Some User driven approaches include techniques developed by [7, 8]. However, it has
been observed that some users may not be able to describe their requirements [9].
Users do not see their organization from a “broad angle” and so the requirements are
“narrow” [10].

Goal driven approaches [9], [13] suffer from the inherent limitation of goal orientation.
Firstly, goals are fuzzy concepts. [11] points out that goal are “informal and
incomplete” and “difficult to precisely define”. GORE is subjective, dependent on the
requirements engineer view of the real world from where goals are identified [12].
Further, the process of goal reduction is unguided.

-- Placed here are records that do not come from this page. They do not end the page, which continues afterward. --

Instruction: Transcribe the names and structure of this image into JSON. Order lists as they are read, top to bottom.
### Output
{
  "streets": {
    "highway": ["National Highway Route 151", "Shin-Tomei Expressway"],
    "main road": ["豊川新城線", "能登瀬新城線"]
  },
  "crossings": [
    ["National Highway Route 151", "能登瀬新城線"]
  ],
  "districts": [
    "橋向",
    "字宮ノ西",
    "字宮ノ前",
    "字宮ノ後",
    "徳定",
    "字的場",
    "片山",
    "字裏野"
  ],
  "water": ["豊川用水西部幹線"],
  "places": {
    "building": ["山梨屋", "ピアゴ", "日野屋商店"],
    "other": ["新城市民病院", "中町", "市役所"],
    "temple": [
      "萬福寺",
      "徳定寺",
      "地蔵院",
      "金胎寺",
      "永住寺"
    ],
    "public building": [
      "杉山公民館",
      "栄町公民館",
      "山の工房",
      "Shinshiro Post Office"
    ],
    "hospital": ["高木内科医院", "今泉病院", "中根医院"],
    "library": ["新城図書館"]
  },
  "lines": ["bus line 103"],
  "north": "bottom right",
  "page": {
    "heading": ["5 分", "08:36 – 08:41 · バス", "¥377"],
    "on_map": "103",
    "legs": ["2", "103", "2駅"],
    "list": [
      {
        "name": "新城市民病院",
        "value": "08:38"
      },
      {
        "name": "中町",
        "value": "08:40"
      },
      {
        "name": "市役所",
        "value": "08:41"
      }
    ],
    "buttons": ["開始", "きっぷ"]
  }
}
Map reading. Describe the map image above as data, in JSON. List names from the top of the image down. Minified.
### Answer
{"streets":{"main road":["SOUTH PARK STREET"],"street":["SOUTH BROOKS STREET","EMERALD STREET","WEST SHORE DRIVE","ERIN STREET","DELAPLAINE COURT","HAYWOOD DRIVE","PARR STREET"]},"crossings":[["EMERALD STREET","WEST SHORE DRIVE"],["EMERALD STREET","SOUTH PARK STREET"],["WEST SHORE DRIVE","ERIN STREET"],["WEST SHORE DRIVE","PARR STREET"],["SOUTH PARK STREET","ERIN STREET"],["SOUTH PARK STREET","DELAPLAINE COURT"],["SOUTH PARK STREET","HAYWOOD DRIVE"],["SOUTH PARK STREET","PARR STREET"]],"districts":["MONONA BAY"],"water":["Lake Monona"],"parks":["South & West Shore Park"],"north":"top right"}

III.      Mixed Driven Approaches In purely demand driven techniques, the
information needed for decision making may not necessarily be available in existing
data sources, whereas in purely supply driven techniques decision making may
require information outside of that available in existing data sources. This led to the
development of mixed driven techniques where the needed information was
identified and the available data was determined.

According to the approach of [6], there is a change of perspective required that views
nodes of a goal hierarchy as goals in the first perspective and as decisional
alternatives later. This treats all alternatives uniformly and deals with ‘what is to be
achieved’. In the approach of [14], there is little guidance on what questions to ask
even though the metrics determined are critically dependent on these questions.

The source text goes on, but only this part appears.